● RAW DATA

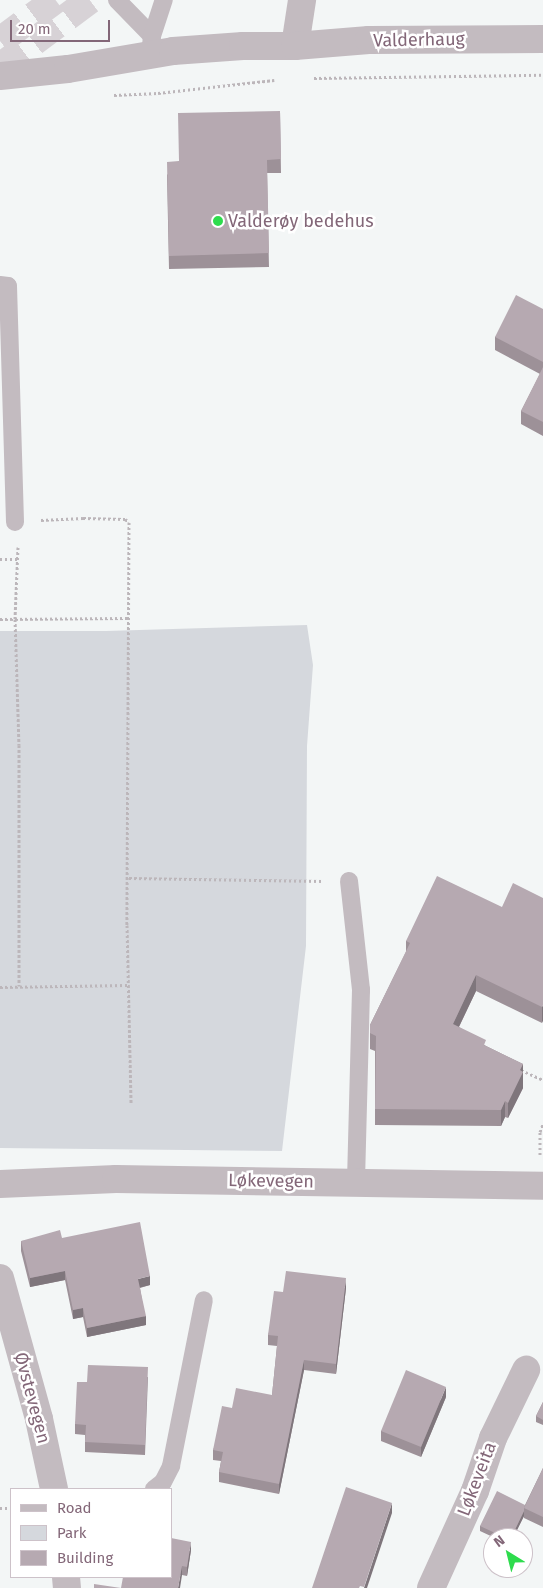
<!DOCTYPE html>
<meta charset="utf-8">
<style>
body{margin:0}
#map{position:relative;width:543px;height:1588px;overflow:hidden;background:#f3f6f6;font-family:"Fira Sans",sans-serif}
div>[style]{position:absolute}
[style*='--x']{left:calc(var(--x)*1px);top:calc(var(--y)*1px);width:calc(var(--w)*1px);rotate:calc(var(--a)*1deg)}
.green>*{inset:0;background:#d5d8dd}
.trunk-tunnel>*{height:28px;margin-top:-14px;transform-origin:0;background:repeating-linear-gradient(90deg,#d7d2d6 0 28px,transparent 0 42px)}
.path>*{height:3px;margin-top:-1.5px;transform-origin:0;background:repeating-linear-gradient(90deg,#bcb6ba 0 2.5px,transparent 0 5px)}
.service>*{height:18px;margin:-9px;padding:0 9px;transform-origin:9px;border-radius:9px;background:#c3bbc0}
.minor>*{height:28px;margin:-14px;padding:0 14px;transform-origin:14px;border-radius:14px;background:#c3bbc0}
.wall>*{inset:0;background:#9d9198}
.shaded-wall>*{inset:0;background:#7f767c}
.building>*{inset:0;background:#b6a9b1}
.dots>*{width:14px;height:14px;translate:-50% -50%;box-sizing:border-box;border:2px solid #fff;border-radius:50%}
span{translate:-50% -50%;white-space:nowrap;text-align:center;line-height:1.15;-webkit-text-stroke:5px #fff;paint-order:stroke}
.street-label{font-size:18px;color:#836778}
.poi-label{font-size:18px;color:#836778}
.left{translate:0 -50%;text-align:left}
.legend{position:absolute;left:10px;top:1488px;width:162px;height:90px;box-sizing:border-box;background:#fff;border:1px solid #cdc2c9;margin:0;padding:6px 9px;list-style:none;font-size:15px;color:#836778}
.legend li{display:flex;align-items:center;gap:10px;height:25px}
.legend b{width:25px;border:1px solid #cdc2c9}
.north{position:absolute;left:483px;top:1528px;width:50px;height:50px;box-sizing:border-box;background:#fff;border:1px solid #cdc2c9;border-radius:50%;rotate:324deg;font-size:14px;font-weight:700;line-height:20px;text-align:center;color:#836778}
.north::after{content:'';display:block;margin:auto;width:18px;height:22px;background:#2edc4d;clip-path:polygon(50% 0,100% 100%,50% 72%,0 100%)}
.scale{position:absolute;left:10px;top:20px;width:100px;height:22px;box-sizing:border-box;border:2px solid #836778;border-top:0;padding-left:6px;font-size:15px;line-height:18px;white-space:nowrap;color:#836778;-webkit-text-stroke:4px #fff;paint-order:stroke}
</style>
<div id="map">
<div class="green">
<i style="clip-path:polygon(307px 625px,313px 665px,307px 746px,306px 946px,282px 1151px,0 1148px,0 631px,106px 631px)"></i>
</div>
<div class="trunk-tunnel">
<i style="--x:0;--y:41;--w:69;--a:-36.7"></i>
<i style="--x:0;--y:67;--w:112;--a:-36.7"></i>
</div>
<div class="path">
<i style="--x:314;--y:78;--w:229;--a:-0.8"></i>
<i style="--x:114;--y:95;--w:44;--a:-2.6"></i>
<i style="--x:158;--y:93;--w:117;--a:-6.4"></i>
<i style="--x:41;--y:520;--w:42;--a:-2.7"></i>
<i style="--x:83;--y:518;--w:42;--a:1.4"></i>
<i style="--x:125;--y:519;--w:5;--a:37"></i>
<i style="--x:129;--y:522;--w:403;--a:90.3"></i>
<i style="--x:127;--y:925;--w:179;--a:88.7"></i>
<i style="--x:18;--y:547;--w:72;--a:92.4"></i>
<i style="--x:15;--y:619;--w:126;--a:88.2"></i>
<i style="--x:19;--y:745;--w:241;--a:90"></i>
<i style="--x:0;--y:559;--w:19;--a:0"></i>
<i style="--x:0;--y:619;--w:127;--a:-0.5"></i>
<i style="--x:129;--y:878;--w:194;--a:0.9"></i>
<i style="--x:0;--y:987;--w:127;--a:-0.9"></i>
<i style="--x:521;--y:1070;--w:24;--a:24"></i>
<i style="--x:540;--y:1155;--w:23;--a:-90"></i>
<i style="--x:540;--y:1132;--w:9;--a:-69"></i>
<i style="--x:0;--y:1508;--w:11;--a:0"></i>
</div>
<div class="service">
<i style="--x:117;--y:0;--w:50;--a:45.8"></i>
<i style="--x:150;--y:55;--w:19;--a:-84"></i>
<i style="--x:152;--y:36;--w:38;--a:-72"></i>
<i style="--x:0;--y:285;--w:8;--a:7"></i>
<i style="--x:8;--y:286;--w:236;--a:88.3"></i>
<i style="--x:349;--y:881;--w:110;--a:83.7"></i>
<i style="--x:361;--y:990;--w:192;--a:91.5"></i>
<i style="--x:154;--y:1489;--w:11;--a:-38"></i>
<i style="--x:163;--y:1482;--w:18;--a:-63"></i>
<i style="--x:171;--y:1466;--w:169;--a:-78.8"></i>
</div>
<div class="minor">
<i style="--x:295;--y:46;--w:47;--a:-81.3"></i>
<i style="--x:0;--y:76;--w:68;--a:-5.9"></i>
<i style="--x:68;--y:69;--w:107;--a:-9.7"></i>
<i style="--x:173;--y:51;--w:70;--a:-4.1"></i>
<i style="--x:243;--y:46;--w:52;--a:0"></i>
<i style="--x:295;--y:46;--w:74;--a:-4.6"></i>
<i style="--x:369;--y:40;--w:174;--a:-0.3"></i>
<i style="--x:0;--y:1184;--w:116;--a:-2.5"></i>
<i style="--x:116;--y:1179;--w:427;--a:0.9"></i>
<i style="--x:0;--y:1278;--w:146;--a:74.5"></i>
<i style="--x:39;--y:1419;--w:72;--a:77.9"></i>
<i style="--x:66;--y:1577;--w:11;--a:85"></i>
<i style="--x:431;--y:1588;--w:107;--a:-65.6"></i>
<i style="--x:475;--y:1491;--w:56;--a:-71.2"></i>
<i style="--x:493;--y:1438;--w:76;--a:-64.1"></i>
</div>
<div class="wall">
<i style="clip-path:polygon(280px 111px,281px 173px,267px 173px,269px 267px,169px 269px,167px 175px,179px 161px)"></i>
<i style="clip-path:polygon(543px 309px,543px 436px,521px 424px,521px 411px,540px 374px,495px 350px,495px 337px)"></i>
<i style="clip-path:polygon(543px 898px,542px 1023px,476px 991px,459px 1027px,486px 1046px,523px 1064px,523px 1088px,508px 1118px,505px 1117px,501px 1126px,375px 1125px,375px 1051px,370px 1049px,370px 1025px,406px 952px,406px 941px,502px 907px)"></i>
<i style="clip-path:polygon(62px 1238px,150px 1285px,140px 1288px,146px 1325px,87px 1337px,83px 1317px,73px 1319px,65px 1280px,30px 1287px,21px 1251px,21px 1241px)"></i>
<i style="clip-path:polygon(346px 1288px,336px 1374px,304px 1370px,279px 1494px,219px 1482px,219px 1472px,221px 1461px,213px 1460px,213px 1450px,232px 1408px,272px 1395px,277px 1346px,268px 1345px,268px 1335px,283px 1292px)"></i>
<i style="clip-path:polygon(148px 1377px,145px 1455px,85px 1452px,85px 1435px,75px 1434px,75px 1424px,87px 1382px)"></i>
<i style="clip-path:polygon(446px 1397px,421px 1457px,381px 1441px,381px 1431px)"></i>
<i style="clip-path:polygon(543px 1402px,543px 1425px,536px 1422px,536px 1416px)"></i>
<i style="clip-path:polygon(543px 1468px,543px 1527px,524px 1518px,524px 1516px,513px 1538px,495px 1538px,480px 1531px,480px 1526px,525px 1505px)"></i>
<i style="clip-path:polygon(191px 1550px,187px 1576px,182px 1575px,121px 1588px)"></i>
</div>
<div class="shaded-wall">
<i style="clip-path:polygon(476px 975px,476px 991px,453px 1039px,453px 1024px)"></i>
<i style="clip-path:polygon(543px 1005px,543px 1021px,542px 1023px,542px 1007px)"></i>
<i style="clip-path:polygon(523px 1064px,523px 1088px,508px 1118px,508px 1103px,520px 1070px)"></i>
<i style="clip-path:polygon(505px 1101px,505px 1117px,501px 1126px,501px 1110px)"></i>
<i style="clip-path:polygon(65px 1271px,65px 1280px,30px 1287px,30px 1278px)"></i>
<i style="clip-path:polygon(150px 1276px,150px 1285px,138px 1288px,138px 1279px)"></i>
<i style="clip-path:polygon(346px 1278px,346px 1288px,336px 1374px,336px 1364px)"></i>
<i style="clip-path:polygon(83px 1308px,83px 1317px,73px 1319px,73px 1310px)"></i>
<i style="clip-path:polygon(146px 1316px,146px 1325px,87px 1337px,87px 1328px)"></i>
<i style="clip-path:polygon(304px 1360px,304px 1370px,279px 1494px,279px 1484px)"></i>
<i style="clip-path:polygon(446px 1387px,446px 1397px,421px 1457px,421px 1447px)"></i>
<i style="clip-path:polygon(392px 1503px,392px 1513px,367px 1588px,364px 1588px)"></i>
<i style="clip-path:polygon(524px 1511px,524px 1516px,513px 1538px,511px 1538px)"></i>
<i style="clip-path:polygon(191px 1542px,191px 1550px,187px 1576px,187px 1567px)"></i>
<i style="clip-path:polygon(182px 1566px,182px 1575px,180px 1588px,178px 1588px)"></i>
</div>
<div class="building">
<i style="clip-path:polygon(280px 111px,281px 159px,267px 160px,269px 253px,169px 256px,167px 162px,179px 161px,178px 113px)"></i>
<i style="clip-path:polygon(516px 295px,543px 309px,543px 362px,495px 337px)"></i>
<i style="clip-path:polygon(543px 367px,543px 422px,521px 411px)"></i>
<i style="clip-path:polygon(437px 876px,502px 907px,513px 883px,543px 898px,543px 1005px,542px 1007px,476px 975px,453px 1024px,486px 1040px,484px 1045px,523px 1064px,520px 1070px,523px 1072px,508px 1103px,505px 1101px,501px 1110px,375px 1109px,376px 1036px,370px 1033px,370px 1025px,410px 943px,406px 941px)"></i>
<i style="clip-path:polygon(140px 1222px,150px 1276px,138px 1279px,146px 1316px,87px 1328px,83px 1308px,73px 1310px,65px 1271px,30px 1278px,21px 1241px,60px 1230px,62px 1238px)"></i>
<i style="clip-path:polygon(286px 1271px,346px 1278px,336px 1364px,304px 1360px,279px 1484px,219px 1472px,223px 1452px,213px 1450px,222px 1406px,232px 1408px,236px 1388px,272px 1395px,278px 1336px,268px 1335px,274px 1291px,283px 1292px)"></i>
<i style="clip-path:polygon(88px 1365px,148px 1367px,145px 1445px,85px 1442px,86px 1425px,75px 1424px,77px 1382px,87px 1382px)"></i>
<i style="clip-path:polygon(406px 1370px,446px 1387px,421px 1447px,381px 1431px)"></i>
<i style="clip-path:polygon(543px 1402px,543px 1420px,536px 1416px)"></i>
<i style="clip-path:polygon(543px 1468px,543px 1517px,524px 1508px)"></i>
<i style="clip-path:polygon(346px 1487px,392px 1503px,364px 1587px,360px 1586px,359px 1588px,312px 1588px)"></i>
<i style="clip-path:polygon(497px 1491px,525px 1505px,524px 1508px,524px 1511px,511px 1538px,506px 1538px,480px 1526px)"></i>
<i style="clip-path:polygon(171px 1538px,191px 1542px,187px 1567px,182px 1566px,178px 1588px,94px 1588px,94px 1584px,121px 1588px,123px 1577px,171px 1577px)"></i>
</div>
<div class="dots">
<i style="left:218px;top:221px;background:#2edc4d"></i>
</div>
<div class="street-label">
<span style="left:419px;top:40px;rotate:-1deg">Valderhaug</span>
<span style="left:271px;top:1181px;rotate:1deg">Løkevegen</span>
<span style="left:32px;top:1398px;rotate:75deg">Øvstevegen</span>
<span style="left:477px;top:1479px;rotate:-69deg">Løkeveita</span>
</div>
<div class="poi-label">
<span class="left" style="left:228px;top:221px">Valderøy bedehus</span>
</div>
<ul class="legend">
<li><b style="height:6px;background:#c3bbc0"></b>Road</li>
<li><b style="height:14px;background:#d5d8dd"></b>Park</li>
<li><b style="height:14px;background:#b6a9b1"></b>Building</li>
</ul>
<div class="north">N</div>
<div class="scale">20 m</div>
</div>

● ASSIGNMENT
Using the entries above, return each line that includes the word "shaded".

● EXERCISE SOLUTION
.shaded-wall>*{inset:0;background:#7f767c}
<div class="shaded-wall">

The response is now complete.